This work can be broken into the following work units in sequence:

### 1. Graph Core Infrastructure (Foundation)

**Natural boundary: Basic graph operations working**

- Install and configure ngraph.graph
- Create graph builder module
- Define node types (Command, State, Event, Guide, Tag)
- Define edge types (suggests, requires, triggers, documents)
- Build serialization system (save/load graph from JSON)
- Write unit tests for graph operations

**Acceptance criteria:**
- Graph can be created, nodes/edges added, and serialized
- Node and edge metadata can be stored and retrieved
- Tests pass for core graph operations

---

### 2. Graph Population (Data Model)

**Natural boundary: All existing commands mapped to graph**

- Map all existing fspec commands to graph nodes
- Model state transitions (backlog → specifying → testing → implementing → validating → done)
- Add command prerequisites and dependencies
- Link commands to existing documentation
- Add Event Storming node placeholders (for future EXMAP-004 integration)

**Acceptance criteria:**
- Every fspec command exists as a graph node with metadata
- State transitions modeled as edges
- Command relationships defined (suggests, requires, blocks)

---

### 3. Graph Query Commands (Navigation)

**Natural boundary: Basic navigation working**

- Implement `fspec suggest` command using ngraph.path
- Implement `fspec path <goal>` command using pathfinding
- Add graph traversal utilities (find related commands, filter by state)
- Write unit tests for query operations
- Test output sizes (must fit in 10KB limit)

**Acceptance criteria:**
- `fspec suggest` returns contextual next-step suggestions
- `fspec path done` shows command sequence to completion
- Output sizes validated (≤ 300 bytes for suggest, ≤ 800 bytes for path)

---

### 4. Guide System (Progressive Disclosure)

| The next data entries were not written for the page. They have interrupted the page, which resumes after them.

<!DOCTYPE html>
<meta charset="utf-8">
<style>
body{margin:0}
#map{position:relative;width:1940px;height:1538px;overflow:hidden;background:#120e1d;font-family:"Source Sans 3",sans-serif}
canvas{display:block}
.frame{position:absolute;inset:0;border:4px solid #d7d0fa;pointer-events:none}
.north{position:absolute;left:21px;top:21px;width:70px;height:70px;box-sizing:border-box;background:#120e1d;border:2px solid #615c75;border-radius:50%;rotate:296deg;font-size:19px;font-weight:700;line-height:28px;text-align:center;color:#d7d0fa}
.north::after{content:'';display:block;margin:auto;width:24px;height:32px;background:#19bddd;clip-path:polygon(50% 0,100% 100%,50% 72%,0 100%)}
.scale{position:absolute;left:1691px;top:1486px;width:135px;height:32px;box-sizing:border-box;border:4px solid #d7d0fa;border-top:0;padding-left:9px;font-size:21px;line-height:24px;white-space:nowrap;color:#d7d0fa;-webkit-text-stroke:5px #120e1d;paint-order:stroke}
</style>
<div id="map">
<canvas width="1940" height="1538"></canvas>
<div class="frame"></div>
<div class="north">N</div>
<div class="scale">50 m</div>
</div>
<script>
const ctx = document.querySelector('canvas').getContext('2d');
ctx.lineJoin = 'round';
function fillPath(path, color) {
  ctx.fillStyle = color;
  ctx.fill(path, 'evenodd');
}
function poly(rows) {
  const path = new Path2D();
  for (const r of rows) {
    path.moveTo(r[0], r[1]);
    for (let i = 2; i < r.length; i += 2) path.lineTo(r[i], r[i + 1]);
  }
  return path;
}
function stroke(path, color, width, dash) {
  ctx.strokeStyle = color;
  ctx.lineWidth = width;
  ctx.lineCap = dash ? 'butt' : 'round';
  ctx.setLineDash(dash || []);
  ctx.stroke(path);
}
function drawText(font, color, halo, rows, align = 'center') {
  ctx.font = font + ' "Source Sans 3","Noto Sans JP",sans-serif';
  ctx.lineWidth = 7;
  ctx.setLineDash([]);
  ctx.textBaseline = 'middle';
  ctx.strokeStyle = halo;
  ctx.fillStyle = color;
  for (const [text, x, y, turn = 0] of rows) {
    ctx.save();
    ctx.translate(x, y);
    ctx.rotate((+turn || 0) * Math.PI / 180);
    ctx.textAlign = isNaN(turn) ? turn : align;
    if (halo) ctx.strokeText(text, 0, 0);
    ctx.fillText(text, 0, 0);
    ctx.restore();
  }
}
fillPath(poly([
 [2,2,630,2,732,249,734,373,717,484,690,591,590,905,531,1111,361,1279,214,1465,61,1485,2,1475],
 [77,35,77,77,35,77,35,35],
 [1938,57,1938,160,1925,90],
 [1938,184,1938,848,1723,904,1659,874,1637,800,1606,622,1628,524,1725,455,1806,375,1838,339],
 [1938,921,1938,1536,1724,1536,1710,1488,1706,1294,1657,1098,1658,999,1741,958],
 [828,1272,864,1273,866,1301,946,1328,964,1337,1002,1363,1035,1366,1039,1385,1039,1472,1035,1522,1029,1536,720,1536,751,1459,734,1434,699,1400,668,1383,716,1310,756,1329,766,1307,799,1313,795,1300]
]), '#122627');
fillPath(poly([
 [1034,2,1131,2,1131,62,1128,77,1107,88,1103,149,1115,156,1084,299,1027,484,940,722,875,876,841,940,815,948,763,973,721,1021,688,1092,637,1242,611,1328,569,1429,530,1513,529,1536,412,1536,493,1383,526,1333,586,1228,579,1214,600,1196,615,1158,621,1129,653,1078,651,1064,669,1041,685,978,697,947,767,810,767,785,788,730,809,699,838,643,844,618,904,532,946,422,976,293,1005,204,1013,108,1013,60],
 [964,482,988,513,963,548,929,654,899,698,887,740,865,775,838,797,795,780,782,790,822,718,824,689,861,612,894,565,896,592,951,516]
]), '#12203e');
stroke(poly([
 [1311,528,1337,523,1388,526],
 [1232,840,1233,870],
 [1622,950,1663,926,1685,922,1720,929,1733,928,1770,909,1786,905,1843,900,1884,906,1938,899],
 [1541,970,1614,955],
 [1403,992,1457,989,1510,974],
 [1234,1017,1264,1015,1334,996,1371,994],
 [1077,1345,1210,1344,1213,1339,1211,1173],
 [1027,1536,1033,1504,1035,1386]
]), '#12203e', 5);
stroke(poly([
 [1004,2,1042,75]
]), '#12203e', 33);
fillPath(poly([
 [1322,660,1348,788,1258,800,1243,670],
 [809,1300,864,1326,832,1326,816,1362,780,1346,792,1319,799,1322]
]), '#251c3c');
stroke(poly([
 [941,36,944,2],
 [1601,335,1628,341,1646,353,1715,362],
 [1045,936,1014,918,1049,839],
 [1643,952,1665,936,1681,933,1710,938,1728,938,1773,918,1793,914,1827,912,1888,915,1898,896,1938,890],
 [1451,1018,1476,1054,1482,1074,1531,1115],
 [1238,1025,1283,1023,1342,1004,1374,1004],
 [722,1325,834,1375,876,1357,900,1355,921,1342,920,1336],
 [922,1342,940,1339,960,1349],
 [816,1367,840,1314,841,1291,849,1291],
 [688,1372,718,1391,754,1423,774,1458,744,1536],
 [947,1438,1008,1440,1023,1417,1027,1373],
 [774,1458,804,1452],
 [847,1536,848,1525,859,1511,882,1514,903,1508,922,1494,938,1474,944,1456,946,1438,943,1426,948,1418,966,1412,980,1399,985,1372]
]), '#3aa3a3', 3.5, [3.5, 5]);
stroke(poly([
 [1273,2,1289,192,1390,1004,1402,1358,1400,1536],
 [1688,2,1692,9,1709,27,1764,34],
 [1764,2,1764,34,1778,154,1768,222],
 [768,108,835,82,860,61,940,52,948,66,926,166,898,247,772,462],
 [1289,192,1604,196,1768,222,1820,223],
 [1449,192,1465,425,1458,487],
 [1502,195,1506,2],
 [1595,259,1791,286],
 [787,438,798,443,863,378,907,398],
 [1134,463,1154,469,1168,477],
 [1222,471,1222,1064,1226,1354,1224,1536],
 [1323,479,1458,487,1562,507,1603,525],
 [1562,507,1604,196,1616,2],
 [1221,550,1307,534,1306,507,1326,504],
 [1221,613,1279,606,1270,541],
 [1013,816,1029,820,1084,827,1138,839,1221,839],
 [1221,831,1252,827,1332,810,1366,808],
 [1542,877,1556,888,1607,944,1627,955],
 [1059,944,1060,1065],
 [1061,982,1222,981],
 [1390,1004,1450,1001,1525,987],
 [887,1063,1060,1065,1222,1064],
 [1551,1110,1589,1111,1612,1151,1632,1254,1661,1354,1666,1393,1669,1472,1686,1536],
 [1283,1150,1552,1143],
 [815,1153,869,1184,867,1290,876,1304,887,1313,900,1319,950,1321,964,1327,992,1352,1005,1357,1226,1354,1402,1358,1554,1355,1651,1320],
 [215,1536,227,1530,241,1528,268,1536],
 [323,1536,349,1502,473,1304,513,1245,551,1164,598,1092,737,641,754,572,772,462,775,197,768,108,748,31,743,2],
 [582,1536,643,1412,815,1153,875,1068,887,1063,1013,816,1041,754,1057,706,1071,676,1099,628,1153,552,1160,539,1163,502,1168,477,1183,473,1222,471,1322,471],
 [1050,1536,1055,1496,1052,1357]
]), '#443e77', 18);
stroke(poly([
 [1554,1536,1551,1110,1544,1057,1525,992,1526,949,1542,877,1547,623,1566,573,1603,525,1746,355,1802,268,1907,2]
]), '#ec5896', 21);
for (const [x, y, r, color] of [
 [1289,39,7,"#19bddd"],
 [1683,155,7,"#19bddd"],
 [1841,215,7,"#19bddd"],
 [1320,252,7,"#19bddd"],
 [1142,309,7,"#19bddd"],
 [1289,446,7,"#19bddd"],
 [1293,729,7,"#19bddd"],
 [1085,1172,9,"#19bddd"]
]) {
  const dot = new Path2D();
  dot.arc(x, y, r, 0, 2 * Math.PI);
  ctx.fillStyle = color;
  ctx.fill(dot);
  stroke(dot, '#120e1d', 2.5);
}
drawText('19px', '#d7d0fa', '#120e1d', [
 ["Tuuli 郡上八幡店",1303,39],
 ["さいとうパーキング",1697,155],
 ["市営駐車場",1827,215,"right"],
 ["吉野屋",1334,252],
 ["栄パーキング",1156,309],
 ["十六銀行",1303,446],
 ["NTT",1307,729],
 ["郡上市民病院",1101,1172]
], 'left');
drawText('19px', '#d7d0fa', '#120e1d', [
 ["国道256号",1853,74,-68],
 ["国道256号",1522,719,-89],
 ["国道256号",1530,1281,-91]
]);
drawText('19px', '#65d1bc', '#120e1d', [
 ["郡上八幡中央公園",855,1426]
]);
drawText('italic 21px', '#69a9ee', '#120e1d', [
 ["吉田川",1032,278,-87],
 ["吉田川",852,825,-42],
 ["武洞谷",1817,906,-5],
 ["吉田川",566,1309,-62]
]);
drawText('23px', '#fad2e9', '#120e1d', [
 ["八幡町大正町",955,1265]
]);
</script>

**Natural boundary: All guides written and accessible**

- Create `fspec guide <topic>` command
- Write focused guides (≤ 5KB each):
  - acdd workflow
  - example-mapping process
  - event-storming integration
  - coverage tracking
  - lifecycle hooks
  - kanban states
- Link guides to graph nodes
- Add guide discovery to `fspec suggest`

**Acceptance criteria:**
- Each guide file ≤ 5KB
- Guides linked in knowledge graph
- `fspec guide <topic>` outputs guide content
- `fspec suggest` recommends relevant guides

---

### 5. AGENTS.md Restructure (Entry Point)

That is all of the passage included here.